Three Academic Women Nominated for National Book Awards

The National Book Foundation has announced the finalists for its National Book Awards. There are five finalists chosen for fiction, nonfiction, and poetry. Of the 15 finalists in these three categories, five are women and three have current ties to the academic world. The winners of the National Book Awards will be announced on November 14 in New York City

Anne Applebaum is a columnist for the Washington Post and is director of political studies at the Legatum Institute in London. A native of Washington, D.C., she is a graduate of Yale University and studied at the London School of Economics as a Marshall Scholar. She is being honored for her book, Iron Curtain: The Crushing of Eastern Europe, 1945-1956. Her 2003 book, Gulag: A History, won the 2004 Pulitzer Prize for nonfiction.

Cynthia Huntington is a professor of English and creative writing at Dartmouth College in Hanover, New Hampshire. She is a finalist in the poetry category for her book Heavenly Bodies (Southern Illinois University Press). Professor Huntington earned a master’s degree at Middlebury College.

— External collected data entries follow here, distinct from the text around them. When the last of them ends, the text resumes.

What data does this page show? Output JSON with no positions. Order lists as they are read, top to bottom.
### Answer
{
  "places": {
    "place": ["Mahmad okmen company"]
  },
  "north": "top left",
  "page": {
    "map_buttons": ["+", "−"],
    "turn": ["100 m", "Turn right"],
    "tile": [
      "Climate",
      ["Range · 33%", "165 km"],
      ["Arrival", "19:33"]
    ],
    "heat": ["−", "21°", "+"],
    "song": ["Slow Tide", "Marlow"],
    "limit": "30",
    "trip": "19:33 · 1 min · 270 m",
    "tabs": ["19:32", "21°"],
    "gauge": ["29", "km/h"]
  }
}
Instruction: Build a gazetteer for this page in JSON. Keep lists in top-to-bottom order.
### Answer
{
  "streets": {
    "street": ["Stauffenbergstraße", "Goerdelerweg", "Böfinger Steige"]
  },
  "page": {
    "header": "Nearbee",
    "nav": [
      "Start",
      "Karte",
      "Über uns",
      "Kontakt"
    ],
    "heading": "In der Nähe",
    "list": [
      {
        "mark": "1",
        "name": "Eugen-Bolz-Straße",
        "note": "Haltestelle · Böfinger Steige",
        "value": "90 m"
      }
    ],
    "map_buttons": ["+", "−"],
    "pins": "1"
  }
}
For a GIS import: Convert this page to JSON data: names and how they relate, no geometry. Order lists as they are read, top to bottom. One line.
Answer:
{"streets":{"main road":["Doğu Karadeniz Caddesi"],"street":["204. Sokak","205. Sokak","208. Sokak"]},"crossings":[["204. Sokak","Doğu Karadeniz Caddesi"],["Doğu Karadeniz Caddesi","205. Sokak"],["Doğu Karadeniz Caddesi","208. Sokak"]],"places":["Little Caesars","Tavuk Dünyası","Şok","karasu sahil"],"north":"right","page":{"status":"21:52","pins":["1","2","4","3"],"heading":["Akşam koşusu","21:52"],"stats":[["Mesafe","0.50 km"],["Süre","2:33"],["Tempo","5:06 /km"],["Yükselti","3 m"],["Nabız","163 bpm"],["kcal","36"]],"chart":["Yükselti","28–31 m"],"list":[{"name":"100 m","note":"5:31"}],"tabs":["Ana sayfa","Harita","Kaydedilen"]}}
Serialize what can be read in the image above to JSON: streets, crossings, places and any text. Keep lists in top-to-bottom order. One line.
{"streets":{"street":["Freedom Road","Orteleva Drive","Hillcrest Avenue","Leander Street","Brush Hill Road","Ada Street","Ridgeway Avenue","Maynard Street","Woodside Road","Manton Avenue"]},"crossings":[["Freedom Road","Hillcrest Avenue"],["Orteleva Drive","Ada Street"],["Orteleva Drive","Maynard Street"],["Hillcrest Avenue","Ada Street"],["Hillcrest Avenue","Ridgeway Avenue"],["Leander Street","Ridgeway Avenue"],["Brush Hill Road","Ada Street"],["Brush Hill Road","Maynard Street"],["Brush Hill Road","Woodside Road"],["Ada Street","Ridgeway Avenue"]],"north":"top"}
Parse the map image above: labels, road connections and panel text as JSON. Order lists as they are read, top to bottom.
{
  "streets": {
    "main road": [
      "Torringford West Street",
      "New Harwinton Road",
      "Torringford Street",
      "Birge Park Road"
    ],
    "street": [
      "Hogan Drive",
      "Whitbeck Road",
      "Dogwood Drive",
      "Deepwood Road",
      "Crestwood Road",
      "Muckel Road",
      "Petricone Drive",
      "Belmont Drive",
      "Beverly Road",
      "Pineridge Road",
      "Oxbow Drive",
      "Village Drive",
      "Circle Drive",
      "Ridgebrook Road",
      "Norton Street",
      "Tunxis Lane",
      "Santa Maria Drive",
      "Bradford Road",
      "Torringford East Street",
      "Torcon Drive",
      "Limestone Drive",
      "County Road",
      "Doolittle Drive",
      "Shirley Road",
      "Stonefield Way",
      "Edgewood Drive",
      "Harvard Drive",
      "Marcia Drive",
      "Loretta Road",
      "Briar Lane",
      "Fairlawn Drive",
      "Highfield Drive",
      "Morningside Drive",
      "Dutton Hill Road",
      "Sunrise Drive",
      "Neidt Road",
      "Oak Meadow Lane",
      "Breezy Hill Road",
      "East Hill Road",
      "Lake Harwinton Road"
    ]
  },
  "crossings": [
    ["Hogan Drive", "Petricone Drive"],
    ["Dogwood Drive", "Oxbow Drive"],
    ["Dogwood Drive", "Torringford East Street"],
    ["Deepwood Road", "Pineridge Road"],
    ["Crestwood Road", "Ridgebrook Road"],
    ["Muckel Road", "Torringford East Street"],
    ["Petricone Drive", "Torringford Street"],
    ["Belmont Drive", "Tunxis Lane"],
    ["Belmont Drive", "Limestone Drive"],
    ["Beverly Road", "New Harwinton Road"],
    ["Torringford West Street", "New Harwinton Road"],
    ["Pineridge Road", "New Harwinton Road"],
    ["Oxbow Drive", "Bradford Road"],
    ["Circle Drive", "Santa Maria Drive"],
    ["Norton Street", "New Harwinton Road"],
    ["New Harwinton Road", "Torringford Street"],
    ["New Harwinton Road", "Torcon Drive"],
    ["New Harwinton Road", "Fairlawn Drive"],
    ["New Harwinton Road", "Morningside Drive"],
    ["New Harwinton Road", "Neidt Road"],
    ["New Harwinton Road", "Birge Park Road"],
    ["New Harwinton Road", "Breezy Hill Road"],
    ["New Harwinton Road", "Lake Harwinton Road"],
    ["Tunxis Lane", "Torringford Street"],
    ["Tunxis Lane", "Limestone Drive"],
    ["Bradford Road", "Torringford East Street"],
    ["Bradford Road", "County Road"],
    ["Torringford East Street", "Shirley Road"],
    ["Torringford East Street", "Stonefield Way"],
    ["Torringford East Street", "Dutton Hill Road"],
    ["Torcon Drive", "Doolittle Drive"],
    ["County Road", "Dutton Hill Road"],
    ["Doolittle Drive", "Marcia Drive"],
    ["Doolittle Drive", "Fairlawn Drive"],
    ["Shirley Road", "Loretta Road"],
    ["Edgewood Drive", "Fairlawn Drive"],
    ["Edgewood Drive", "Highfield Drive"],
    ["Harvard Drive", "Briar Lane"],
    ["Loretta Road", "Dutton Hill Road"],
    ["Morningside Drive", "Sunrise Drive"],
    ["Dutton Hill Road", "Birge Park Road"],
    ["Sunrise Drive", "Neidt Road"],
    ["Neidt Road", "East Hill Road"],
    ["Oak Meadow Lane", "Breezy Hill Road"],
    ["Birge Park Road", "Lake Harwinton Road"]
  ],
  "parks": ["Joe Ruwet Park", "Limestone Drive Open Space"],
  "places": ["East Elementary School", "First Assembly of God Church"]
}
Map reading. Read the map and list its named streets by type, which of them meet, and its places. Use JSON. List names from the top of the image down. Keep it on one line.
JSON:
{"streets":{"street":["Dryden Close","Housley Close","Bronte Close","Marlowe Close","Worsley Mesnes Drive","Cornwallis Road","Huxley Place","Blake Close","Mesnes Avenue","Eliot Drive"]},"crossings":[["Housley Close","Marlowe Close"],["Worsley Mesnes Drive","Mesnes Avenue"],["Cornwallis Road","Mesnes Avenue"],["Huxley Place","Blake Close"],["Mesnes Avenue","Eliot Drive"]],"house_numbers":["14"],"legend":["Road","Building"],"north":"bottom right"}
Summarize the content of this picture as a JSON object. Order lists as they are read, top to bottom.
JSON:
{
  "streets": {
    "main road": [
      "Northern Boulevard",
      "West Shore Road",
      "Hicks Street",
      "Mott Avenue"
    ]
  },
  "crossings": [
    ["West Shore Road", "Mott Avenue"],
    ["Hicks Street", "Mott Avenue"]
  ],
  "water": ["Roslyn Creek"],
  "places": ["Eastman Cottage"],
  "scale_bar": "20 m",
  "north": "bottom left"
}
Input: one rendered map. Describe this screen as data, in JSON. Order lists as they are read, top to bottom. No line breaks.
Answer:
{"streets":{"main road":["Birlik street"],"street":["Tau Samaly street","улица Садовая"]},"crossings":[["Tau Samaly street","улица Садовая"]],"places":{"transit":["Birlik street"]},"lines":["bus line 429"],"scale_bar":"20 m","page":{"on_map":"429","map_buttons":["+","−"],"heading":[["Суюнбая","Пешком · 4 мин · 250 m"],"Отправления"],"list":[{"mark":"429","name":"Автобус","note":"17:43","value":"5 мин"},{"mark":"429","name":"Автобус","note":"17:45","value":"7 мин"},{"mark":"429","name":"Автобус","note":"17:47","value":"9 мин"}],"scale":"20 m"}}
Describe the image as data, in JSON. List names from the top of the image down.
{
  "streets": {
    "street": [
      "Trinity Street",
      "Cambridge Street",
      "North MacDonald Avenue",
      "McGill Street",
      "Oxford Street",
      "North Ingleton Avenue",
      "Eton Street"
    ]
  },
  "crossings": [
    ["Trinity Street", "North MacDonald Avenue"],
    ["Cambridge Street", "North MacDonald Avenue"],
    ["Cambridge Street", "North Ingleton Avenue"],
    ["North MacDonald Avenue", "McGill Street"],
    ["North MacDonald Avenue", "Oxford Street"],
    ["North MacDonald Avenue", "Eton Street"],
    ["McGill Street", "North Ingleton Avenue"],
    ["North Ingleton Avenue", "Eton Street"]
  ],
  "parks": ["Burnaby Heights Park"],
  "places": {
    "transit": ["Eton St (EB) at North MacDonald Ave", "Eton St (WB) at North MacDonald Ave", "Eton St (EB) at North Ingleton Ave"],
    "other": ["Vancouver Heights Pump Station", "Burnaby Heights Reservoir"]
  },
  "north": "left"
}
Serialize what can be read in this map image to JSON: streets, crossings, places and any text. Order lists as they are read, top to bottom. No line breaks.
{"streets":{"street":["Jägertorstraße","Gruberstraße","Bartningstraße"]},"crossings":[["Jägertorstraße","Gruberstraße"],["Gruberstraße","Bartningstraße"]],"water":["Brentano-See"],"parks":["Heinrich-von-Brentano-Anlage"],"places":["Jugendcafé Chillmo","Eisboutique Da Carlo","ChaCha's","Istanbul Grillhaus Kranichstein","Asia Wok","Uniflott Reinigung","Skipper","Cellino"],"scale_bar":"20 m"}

Susan Wheeler is director of creative writing at Princeton University. She has previously taught at Columbia University, New York University, Rutgers University, and the University of Iowa. A graduate of Bennington College, Wheeler is being honored for her poetry collection entitled, Meme (University of Iowa Press).

Update: None of these women were selected as winners of a National Book Award.